Jordan’s poor have little hope of change

Protests over a proposed tax hike might have shone the spotlight on economic hardships in Jordan, but the poorest in the kingdom’s capital remain voiceless as they struggle to survive.
Gaunt men sit on the ground of a rubbish-strewn alley in Amman’s Nazzal neighbourhood, absent the traditional lights and cheerful decorations that usually come with Ramadhan.
One the capital’s poorest areas, the breaking of the daily fast in Nazzal is far from festive. On the top floor of a dilapidated building, Yusra Moheiddine stands timidly at the door of her apartment, her daughter clinging to the hem of her black niqab robe.
“I’m ashamed,” the mother mutters, of the impoverished conditions in which her family lives. Mass protests against rising costs and the proposed new tax law have rocked Jordan in recent days as the cash-strapped government pushes austerity measures to slash the country’s debt in the face of an economic crisis. The authorities shelved the tax proposals in the face of public ire — but for Moheiddine the victory for the demonstrators means little.
Her family of three survives on the five dollars (six euros) a day her sick husband makes collecting cans.
For them, their struggle has long been one of day-to-day survival.
Since getting married, 38-year-old of Palestinian origin has lived in seven different apartments — driven out each time by landlords tired of being shorted on the rent. Holding her daughter in her arms, Moheiddine insists that the young girl “wants to be a schoolteacher when she grows up”. But the hurdles she’ll have to overcome to do so may prove too much.
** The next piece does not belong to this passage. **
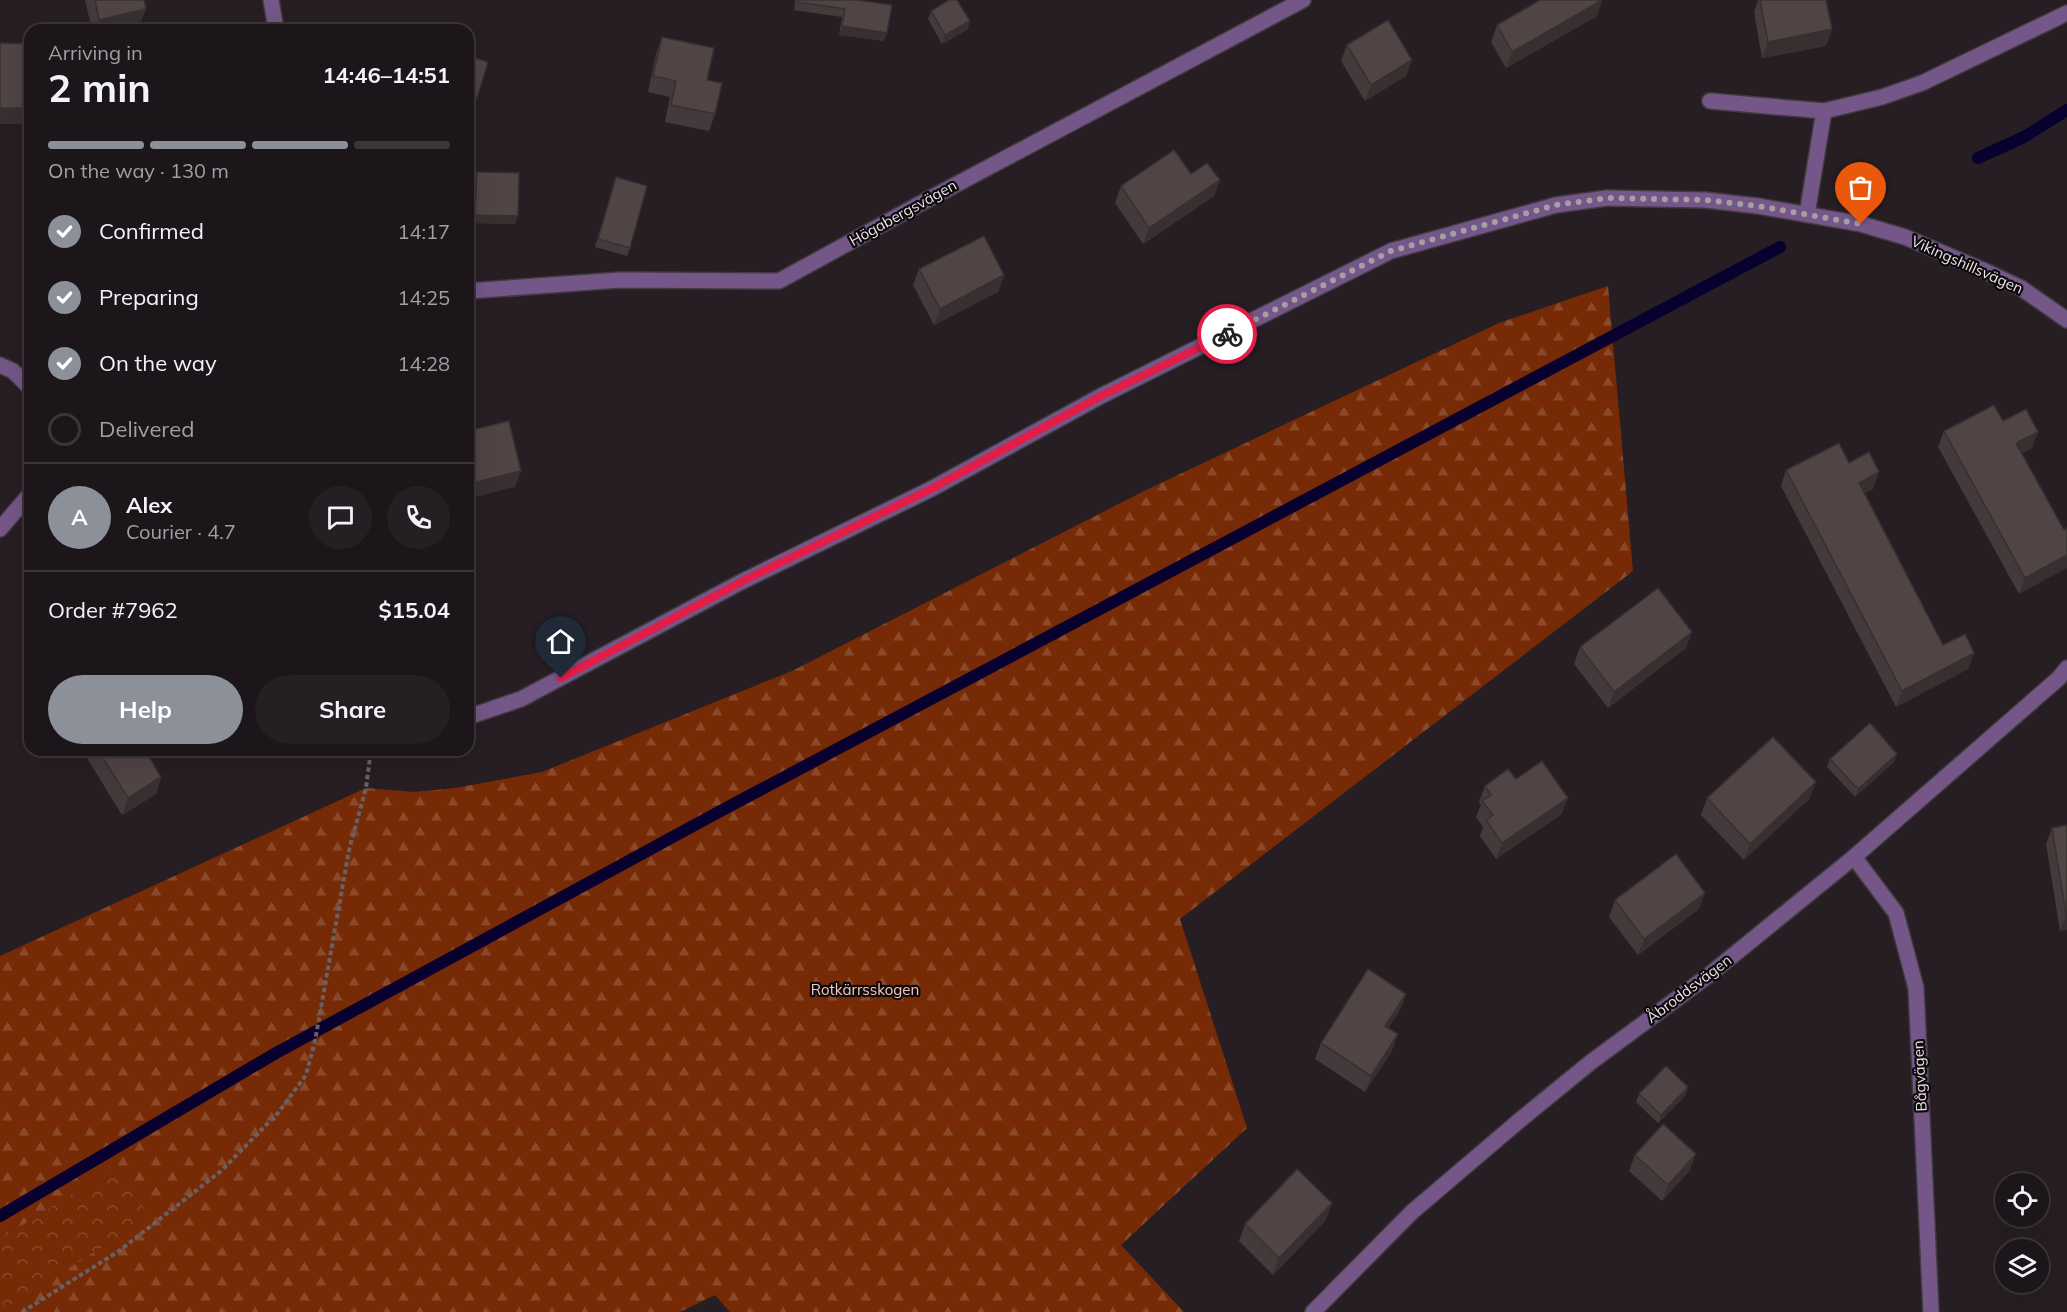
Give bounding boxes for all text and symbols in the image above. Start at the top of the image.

As the summer sun dips below the horizon in the city of seven hills, millions of people gather over sumptuous meals to break their daily fasts.
In Nazzal, this hard-up family break the fast with a yellowish porridge, garnished with a few pieces of cucumber.
Down the road, 37-year-old Rania lives with her husband and three children in a small house where “only sewage and insects dare go”. “In the winter, when it rains, we are drowned in sewage,” she says, not giving her surname.
They’ve dug a hole in the corner of the yard to serve as a septic tank. “I have to empty it every week, otherwise it’s a disaster,” said Rania.
In the house’s only bedroom, torn foam mattresses are arranged side-by-side and the walls are splotched with mould stains.
“Everyone tells me to leave, but where would I go?” she asks. Her husband makes a pittance selling corn on the cob and the family can’t afford to live elsewhere.
On the neighbourhood’s main streets, a bit more lively than the surrounding alleyways, shops reopen after dark — as is customary during Ramadhan.
Children line up to buy neon-yellow sugary drinks, girls stroll arm-in-arm, and groups of elderly men sit on plastic chairs earnestly discussing the world’s problems.
Jihad, a fruit and vegetable seller in his 50s, is fatalistic. “Our turnover has dropped by more than 50 per cent compared to last year, but I get it… who wants to buy a melon or a watermelon when he can’t even buy bread?” He doesn’t believe the recent demonstrations will make much of a difference. “Nothing will change. The only one who can save us is God,” he said.
On the adjacent sidewalk, Abboud Agraba, dressed in a long beige robe, bursts into laughter.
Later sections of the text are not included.